Clark Rotten Scalp wrote: » Finding out your grandparents never knew about you and now want a relationship must have felt a bit like that distance was collapsing and you were being sucked back in, how were you doing with all this before that happened? When you started working on the genealogy thing and contacted them, what was it that motivated you? From my reading you thought they were fully aware of your existence and made no attempt at a relationship, I'm interested as to what your expectations were of people like that, was it a kind of "this is the least they can do for me" thing?

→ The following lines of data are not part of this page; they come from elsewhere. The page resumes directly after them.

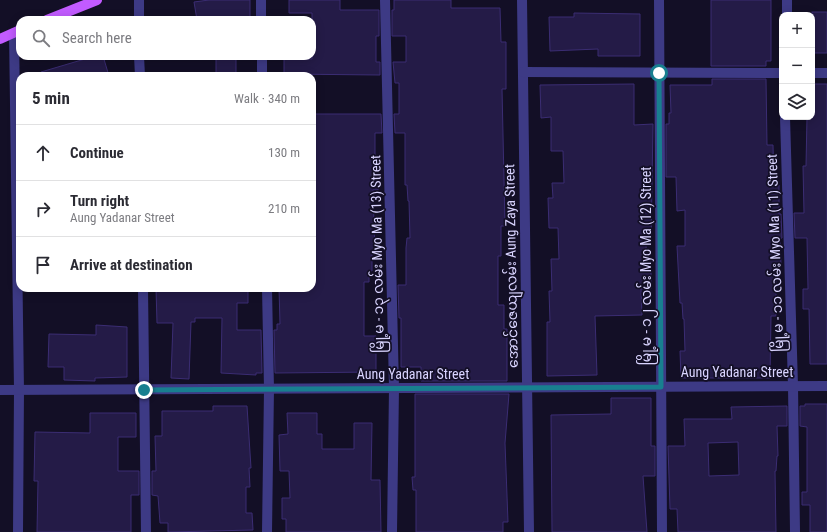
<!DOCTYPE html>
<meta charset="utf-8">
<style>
body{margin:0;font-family:"Roboto Condensed","Noto Sans Myanmar",sans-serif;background:#f2f2f3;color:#2b2b33}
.controls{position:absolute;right:12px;top:12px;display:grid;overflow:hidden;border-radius:8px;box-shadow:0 2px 10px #0003}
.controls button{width:36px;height:36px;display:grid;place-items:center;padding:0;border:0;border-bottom:1px solid #e1e1e2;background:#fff;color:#2b2b33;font:20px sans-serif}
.stop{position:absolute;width:12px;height:12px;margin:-9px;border:3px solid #187f8f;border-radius:50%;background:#fff}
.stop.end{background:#187f8f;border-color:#fff;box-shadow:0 1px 4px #0008}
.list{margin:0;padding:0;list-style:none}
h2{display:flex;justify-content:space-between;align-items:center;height:52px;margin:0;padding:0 16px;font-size:17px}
h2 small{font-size:13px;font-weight:400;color:#7c7c81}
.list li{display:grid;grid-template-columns:26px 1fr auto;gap:12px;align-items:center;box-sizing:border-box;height:56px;padding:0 16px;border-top:1px solid #e1e1e2}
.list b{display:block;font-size:15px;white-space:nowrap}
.list p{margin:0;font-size:13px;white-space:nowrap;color:#7c7c81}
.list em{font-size:13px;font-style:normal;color:#7c7c81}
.icon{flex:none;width:22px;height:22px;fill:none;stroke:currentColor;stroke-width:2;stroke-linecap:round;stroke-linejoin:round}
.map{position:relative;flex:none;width:827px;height:532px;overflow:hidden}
.search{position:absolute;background:#fff;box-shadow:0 2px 10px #0003;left:16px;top:16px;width:300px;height:44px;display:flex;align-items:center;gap:10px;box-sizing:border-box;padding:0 14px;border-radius:12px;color:#7c7c81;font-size:15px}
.panel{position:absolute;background:#fff;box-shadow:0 2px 10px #0003;left:16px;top:72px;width:300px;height:220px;border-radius:12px}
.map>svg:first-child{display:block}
</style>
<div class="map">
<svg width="827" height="532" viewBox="0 0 827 532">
<rect width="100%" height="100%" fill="#130f26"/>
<g fill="#241b47" stroke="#3b2d73" fill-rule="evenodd">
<path d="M209,0H250V20H197L194,2Z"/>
<path d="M289,0H340V10H379V36H376V62H380V75L284,74V59H312V13H289Z"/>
<path d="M394,0H451V8H500L501,42H506V89H502L505,226H501V256H498V305H504V329H507V381H421V367H401V318H399L398,285H406V248L407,238H410L409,201H408L407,185H405V133H395L394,114H399V83H395L393,62H406V36H392V10H394Z"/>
<path d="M711,0H771V61H766V66H711Z"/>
<rect x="812" y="12" width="15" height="41"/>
<path d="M574,13L640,14V56H598V49L550,51L549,17H574Z"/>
<path d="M95,56H103L109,76H42L41,72Z"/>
<rect x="216" y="56" width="20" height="20"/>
<path d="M712,79H766L767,145H773L774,185H779V214H781L782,238L780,239L781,265H776V316H771L770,378H681L680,351H685L684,319H683L682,303H680L677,246H685V210L677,211L676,177H666V124H669V113H671L670,85H712Z"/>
<path d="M634,84V125L653,124L651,243L646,244L647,269H651V289H641L642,315L595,316L597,375L547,376V322H550L549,291H552L551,259H559L558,228H549L548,198H553L552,183H564L563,151H551V117L541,118L540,85Z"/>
<path d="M812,84H827V364H810L809,309H803V289H808L807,238H795L794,213H804L803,166H806L807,117H812Z"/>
<path d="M312,114H381L382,133H375V168H378V190H373L375,254H372V271H369V282H364V336H376V372L275,373L274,330H277V324H280L279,288H312Z"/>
<path d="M156,288H248V303H237V330H261L262,373H256V375L221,373L222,318H195V322H191L189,379L171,378L173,323H157Z"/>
<path d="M96,325L127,327V377L95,378V381L64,380V367H48L49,334L96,335Z"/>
<path d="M415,394H509L505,443L508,522H503V532H416V490H413L412,477H415Z"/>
<path d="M611,398H651V446H655V476H643L647,532H552L551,415L611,414Z"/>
<path d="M805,404H827V532H810V505H802V492H807V427L800,426V406H805Z"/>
<path d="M213,406H247L251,468H249L250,487H246V513H252L253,530L168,532V523H160L158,496L152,495V471H156L155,436H162V411H213Z"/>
<path d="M787,406V426H777L778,456H777L776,471H775L776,532H678L677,509H670L668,446H685L684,419H732L731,407ZM738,442L739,475L709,476L708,443Z"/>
<path d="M90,413H136V437H118V471H139V495H131V532H37L38,481H34L35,432L90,433Z"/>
<path d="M287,413H317V434H322V449H354V423H372L371,480H380L381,532H286V519H282V498H290L289,471H280L279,435L288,434Z"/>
</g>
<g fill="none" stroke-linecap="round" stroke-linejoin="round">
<g stroke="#3d3a85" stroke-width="10">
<path d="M139,0V20"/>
<path d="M261,0V20"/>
<path d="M385,0L394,388L392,532"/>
<path d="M522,0L529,532"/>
<path d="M659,0L662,532"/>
<path d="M787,15V0"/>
<path d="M14,33L19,390L18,532"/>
<path d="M139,56L140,76"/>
<path d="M262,56V76"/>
<path d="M523,72L782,73"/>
<path d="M812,73H827"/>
<path d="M785,117L793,386L795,532"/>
<path d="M143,288L146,532"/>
<path d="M0,390L827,386"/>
<path d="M267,532L269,389L267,288"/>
</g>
<g stroke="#c25bff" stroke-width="10">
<path d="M47,20L97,0"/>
<path d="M0,39L20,30"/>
</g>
</g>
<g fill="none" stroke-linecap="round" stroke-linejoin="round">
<path stroke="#187f8f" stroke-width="5" d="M144,390L661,387L659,73"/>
</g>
<g text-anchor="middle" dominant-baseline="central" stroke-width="3.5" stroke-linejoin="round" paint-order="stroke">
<g font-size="14" fill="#d9d4ff" stroke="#130f26">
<text transform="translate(775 253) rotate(-92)">မြို့မ - ၁၁ လမ်း Myo Ma (11) Street</text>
<text transform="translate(377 254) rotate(-91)">မြို့မ - ၁၃ လမ်း Myo Ma (13) Street</text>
<text transform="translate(511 266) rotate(-91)">အောင်ဇေယျလမ်း Aung Zaya Street</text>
<text transform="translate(646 266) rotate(-90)">မြို့မ - ၁၂ လမ်း Myo Ma (12) Street</text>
<text x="737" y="372">Aung Yadanar Street</text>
<text x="413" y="374">Aung Yadanar Street</text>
</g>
</g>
</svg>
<div class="controls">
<button>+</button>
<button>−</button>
<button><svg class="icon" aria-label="layers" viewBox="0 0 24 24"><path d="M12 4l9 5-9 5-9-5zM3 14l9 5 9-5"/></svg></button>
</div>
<div class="stop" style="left:659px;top:73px"></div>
<div class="stop end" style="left:144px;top:390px"></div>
<div class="search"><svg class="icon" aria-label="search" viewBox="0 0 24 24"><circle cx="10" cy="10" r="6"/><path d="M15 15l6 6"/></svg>Search here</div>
<section class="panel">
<h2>5 min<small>Walk · 340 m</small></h2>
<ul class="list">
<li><svg class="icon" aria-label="ahead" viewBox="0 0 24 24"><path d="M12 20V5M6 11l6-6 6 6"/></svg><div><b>Continue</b></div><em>130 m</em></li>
<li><svg class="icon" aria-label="right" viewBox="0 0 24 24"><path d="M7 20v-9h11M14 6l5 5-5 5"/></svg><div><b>Turn right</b><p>Aung Yadanar Street</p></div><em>210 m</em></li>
<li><svg class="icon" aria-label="arrive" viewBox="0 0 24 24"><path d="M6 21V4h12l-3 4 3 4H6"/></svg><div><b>Arrive at destination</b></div></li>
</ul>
</section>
</div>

StinkyMunkey wrote: » A normal healthy relationship with your grand children is spending time with them on a one to one level, such as baby sitting them or minding them - a lot of people in the thread seem oblivious to that. It's quiet dysfunctional for a grand parent or parents not to want to spend time with their grandchild, and is in no way can be considered normal behaviour. This woman clearly has no interest is anyone other than herself and is obviously a narcissist. She obviously wants to stay with you to keep costs down for herself. Your house is free accommodation to her. If I was in your position and a parent came to stay and took no time to engage with my children, they could **** right off. I wouldn't be shy about saying go visits where you like when you like, but it won't be in my house. There is always give and take, **** anyone who is all about taking.